One of my favorite experiential activities for management training is an oldie but goodie called the “Boo/Yay” exercise. In it, two volunteers separately try to guess a per-determined task such as walking to the front of the room and picking up a marker. The audience is instructed to give the volunteers feedback to help them decide if they are moving closer to the task— they are to yell a disapproving “Boo!” to volunteer A and an encouraging “Yay! to volunteer B.
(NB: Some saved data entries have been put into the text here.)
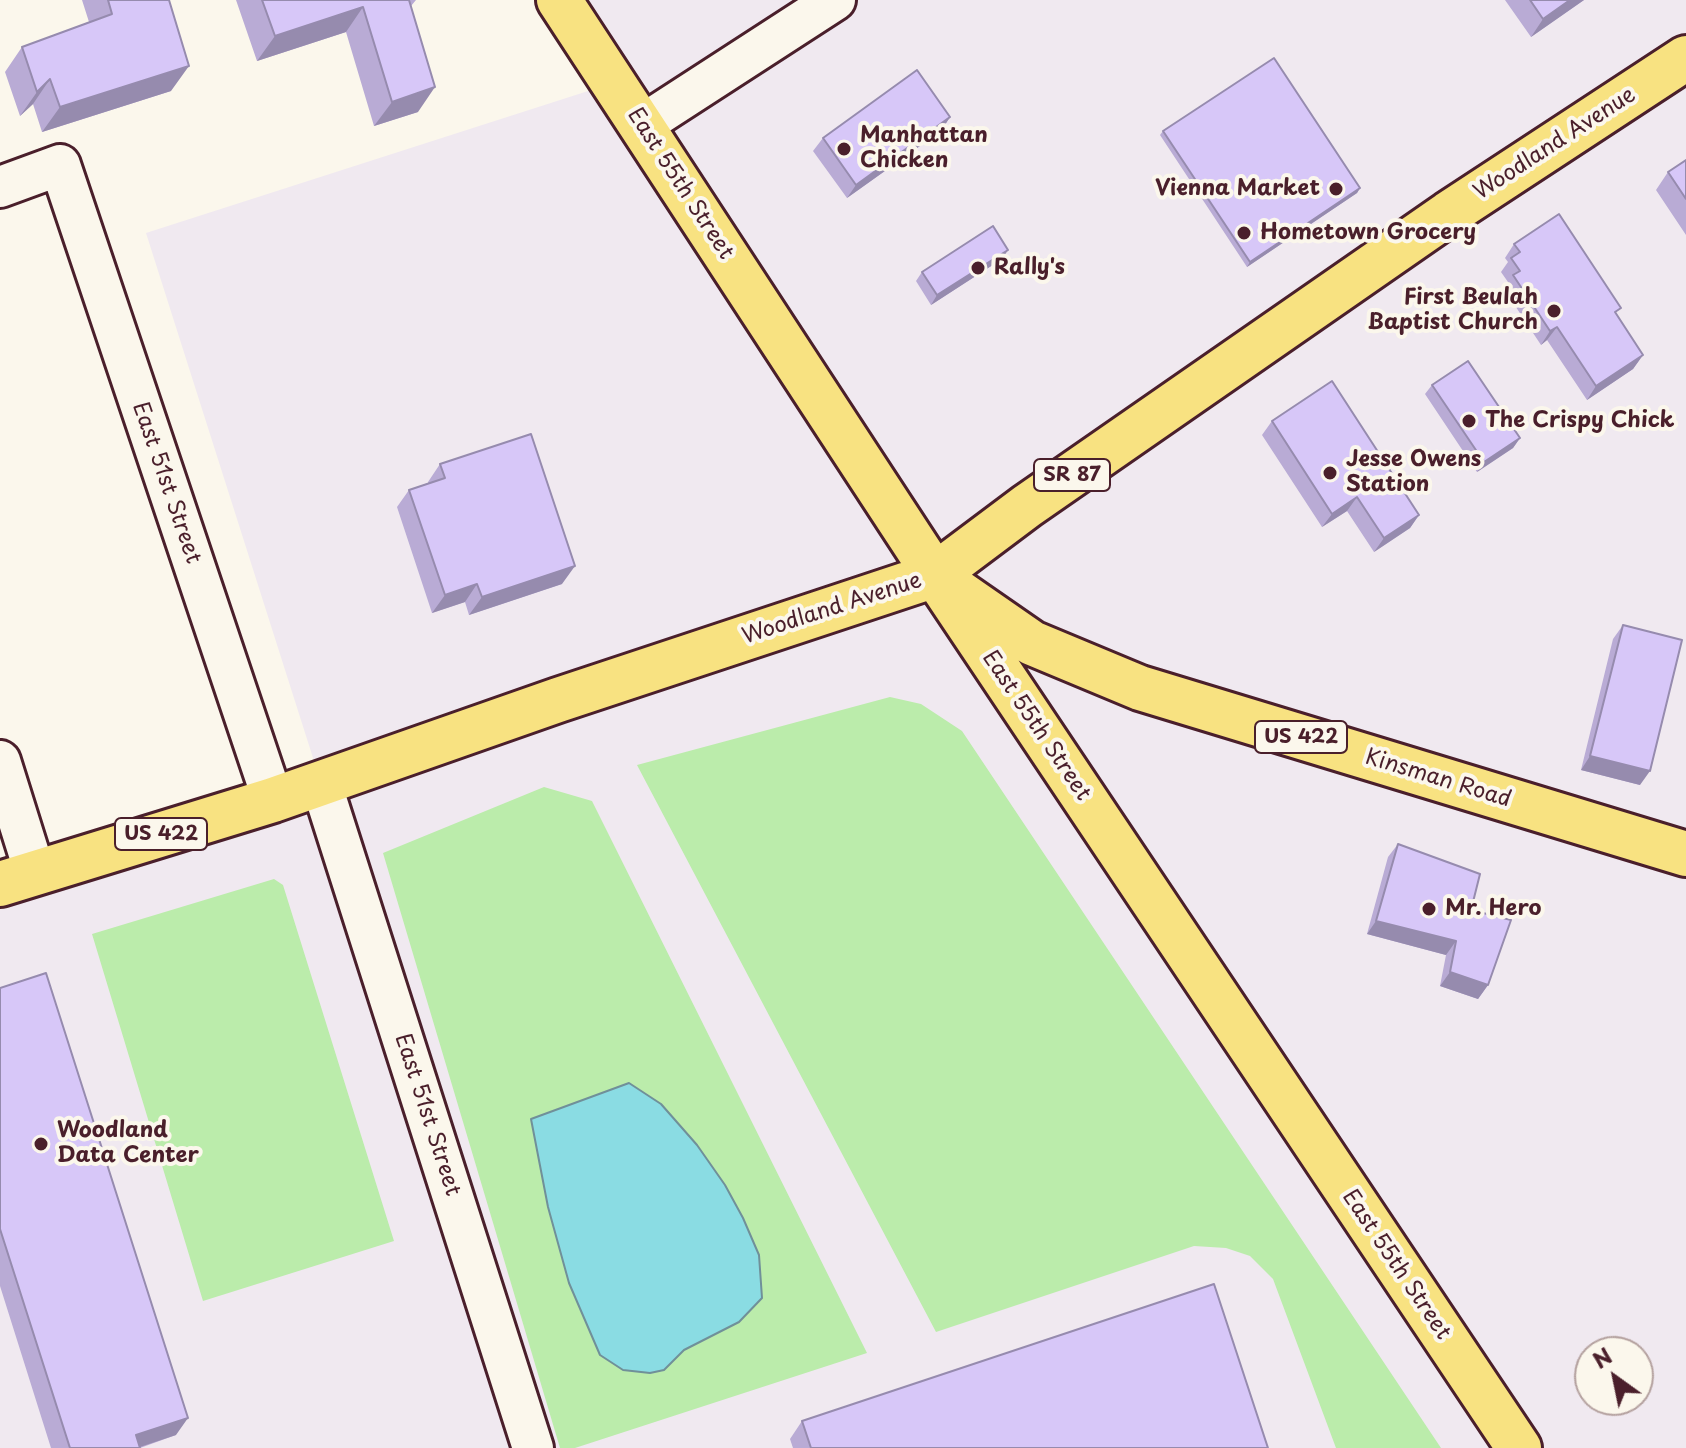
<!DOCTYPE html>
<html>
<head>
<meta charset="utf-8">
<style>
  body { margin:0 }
  #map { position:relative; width:1686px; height:1448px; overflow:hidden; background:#fbf7ec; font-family:"Playpen Sans",sans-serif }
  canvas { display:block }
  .north { position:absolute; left:1574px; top:1336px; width:80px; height:80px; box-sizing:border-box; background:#fbf7ec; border:2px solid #b4a19f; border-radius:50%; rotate:327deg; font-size:22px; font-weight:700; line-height:32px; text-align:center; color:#4a1f2b }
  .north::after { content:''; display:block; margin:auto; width:28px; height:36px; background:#4a1f2b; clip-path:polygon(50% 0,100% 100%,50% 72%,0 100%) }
</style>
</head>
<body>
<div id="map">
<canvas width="1686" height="1448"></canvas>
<div class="north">N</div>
</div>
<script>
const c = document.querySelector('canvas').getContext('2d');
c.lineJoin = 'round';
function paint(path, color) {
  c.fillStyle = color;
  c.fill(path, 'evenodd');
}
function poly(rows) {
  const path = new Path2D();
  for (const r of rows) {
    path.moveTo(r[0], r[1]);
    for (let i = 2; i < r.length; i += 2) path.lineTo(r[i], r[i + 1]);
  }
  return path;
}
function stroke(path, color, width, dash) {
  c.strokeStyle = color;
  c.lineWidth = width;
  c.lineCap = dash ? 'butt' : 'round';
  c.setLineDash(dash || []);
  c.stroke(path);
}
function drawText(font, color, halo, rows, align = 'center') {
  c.font = font + ' "Playpen Sans",sans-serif';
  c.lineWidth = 8;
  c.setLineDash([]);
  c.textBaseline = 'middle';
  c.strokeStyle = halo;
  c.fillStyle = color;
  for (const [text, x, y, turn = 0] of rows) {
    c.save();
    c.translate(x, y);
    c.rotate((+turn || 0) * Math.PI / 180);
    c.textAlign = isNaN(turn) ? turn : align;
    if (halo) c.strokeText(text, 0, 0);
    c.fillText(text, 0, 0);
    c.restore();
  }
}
paint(poly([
  [559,0,1686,0,1686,1448,0,1448,0,884,321,783,146,233,613,83],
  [1590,1352,1638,1352,1638,1400,1590,1400]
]), '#f0e9f0');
paint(poly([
  [890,697,921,704,962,731,1441,1448,1336,1448,1273,1279,1250,1256,1226,1248,1194,1246,936,1332,637,765],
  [544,787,592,801,867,1353,575,1448,560,1448,383,853],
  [274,879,283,885,394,1241,203,1301,92,934]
]), '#bbecab');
const water = poly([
  [629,1083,661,1104,697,1145,725,1185,743,1218,759,1255,762,1298,739,1322,684,1350,664,1370,650,1373,623,1370,600,1355,569,1283,548,1207,531,1119,629,1083]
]);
paint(water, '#8adce3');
stroke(water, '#709099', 2);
const street = poly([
  [642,125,835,0],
  [0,187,60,165,273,800],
  [0,761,35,873],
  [321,783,533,1448]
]);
const primary = poly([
  [559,0,935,575,1519,1448],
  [957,591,1032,643,1140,688,1686,854],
  [0,884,273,800,558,700,935,575,1027,506,1448,214,1686,58]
]);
stroke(street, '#4a1f2b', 46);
stroke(primary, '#4a1f2b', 50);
stroke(street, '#fbf7ec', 40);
stroke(primary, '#f8e281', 44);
paint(poly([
  [82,0,169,0,171,91,42,132,33,104,20,116,5,72,22,47,89,22],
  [236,0,416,0,411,6,418,112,374,126,346,32,257,61],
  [1505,0,1584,0,1531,37],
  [950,117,941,131,847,198,813,151,823,138],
  [1163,131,1360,188,1357,193,1247,267,1160,135],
  [1686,160,1686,235,1656,190,1668,172],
  [1514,244,1616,315,1643,355,1633,369,1587,400,1547,340,1541,345,1504,289,1508,282,1501,272,1508,262,1505,258],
  [1002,259,931,305,916,281,922,272],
  [1432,385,1520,438,1513,448,1477,472,1425,394],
  [1272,421,1419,515,1410,528,1374,552,1347,511,1322,527,1262,435],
  [440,464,562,584,469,615,465,602,432,613,397,507,409,490,428,483,428,482],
  [1623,625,1640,785,1581,770,1613,639],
  [1398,844,1471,910,1488,985,1478,999,1440,986,1446,955,1367,934,1388,857],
  [0,988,176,1435,140,1448,51,1448,0,1286],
  [802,1421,1268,1448,793,1448,790,1439]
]), '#b9abd5');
paint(poly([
  [1570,0,1584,0,1531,37,1543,19],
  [363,7,346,32,257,61,275,36],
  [189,66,171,91,42,132,60,107],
  [50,79,33,104,20,116,37,92],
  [435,87,418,112,374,126,392,102],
  [950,117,941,131,847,198,856,185],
  [1360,188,1357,193,1247,267,1250,262],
  [1008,250,1002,259,931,305,937,295],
  [1557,327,1547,340,1541,345,1550,331],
  [1643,355,1633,369,1587,400,1596,386],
  [1520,438,1513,448,1477,472,1484,462],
  [1357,497,1347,511,1322,527,1332,514],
  [1419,515,1410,528,1374,552,1384,538],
  [575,566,562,584,469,615,482,597],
  [477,584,465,602,432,613,445,595],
  [1590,756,1650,771,1640,785,1581,770],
  [1376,921,1456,941,1446,955,1367,934],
  [1450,972,1488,985,1478,999,1440,986],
  [188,1418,176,1435,137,1448,136,1435]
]), '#968bae');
const building = poly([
  [108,0,169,0,189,66,60,107,50,79,37,92,22,47,112,14,108,0],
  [262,0,409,0,435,87,392,102,363,7,275,36,262,0],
  [1530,0,1570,0,1543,19,1530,0],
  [1274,58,1360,188,1250,262,1163,131,1274,58],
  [917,70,950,117,856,185,823,138,917,70],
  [1686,160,1686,199,1668,172,1686,160],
  [1559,214,1621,308,1615,312,1643,355,1596,386,1557,327,1550,331,1513,275,1520,271,1511,258,1520,252,1514,244,1559,214],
  [993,226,1008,250,937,295,922,272,993,226],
  [1468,361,1520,438,1484,462,1432,385,1468,361],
  [1332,381,1419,515,1384,538,1357,497,1332,514,1272,421,1332,381],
  [531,434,575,566,482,597,477,584,445,595,409,490,445,478,440,464,531,434],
  [1623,625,1682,640,1650,771,1590,756,1623,625],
  [1398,844,1480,874,1471,910,1511,920,1488,985,1450,972,1456,941,1376,921,1398,844],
  [46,973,188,1418,136,1435,140,1448,70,1448,0,1229,0,988,46,973],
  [1214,1284,1268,1448,811,1448,802,1421,1214,1284]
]);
paint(building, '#d7c7f8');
stroke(building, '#968bae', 2);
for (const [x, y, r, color] of [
  [844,149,8,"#4a1f2b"],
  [1336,189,8,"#4a1f2b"],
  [1244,233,8,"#4a1f2b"],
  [978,268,8,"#4a1f2b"],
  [1554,311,8,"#4a1f2b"],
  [1469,421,8,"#4a1f2b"],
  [1330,473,8,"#4a1f2b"],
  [1429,909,8,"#4a1f2b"],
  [41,1144,8,"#4a1f2b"]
]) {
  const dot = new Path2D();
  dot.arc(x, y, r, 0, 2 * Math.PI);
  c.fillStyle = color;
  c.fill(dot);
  stroke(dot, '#fbf7ec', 3);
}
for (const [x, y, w] of [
  [1072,475,76],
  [1301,737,92],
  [161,834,92]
]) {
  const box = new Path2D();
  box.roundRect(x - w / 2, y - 16, w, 32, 6);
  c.fillStyle = '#fbf7ec';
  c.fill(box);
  stroke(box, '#4a1f2b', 2);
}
drawText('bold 20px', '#4a1f2b', null, [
  ["SR 87",1072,475],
  ["US 422",1301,737],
  ["US 422",161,834]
]);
drawText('bold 22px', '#4a1f2b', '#fbf7ec', [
  ["Manhattan",860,136],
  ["Chicken",860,161],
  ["Vienna Market",1320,189,"right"],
  ["Hometown Grocery",1260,233],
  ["Rally's",994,268],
  ["First Beulah",1538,298,"right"],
  ["Baptist Church",1538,323,"right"],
  ["The Crispy Chick",1485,421],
  ["Jesse Owens",1346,460],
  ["Station",1346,485],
  ["Mr. Hero",1445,909],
  ["Woodland",57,1131],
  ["Data Center",57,1156]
], 'left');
drawText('22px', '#4a1f2b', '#fbf7ec', [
  ["Woodland Avenue",1555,144,-33],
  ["East 55th Street",680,184,57],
  ["East 51st Street",166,483,71],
  ["Woodland Avenue",832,609,-18],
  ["East 55th Street",1036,726,56],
  ["Kinsman Road",1438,779,17],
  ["East 51st Street",427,1115,72],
  ["East 55th Street",1396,1265,56]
]);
</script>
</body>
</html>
The feedback varies in one other way as well. For volunteer A, the audience “boos” when the person moves away from achieving the task. When moving in the direction of the correct task, the group will remain silent. Therefore, the message is:
Boo = doing it wrong, need to change course
Silence = doing it right, keep going
For volunteer B, the audience cheers “Yay!” when the person’s moving in the right direction and say nothing when moving in the wrong direction. Volunteer B’s message is:
Yay = doing it right, keep going
Silence = doing it wrong, need to change course.
When we debrief the activity we ask the volunteers for their reactions: How did it feel to be “Booed?” How did it feel to be “Yay-ed?” The volunteer who was booed typically says he/she felt demoralized after awhile and tended to hesitate, not wanting to continue to make “mistakes”. The volunteer who was yay-ed says he/she appreciated the support from the yays. The silence wasn’t too troubling, because it gave her some space to think and figure out how to proceed next.
This activity sets up a rich discussion for the pros and cons of providing encouragement or criticism. We explore the roles of a manager— to coach, provide feedback and in some cases discipline. All of these managerial tasks are vital to developing employees’ skills to the fullest, yet the way in which they’re employed will determine the manager’s effectiveness. I encourage managers to reflect upon this question: when you interact with your employees, do they feel “Booed” or “Yay-ed”?
The act of encouraging employees to bring out their best is a nuanced one. Some employees will view too much “Yay-ing” as insincere cheerleading. Others have a very high need for feedback and encouragement. The type and amount of encouragement needed may also be driven by generational issues. Much is being written about Millenial employees’ need to get constant feedback due to their hi-tech, hi-touch upbringing.
In the end, it comes down to paying close attention to the varying needs of each individual employee. Pay attention to if your praise was well-received. If not, consider how you might alter it next time— praise in private rather than public? More low-key rather than effusive? Written versus spoken praise?
However you employ your encouragement, continually return to this touchstone: are you a Boo or a Yay manager?
Thomas Waterhouse says
Such a wonderful teaching tool! I have long defined criticism or emotional abuse as “anything that we say or do that closes the spirit of another”. In this experience, the “Yay-ed” person has the benefit of an “open spirit”, and the creativity that flows from that “being-state”. The “Booed” person has a “closed spirit”, and tends to “freeze” in fear. The difference is encouragement or criticism. What a wonderful demonstration of this fascinating inter- and intra-personal managerial dynamic! Indeed, encouragement has many fine nuances, but the point is clear… Be a “Yay-Manager”! Oh yeah, my thoughts about this article. YAY!!!
Monica Diaz says
Great way of illustrating the power of appreciative feedback. If you need to choose between the two, appreciation goes a longer way. Even corrective feedback, done in a positive manner, as in “I believe you can make better progress if you stop doing that (or improve the other)”. It always impresses me that for many leaders this seems counter-intuitive. Thanks for sharing a simple and effective way of driving the message home.
Ken Trupke says
That’s a powerful way for teams and team leaders to experience the power of encouragement and feedback. It seems like only in sports do we remember to encourage progress, not just accomplishments.
As to managers finding the right amount of encouragement to give, as Marcus Buckingham suggests in “The One Thing You Need to Know”, the talent of the great manager is knowing how to treat different people differently to bring out the best in each person.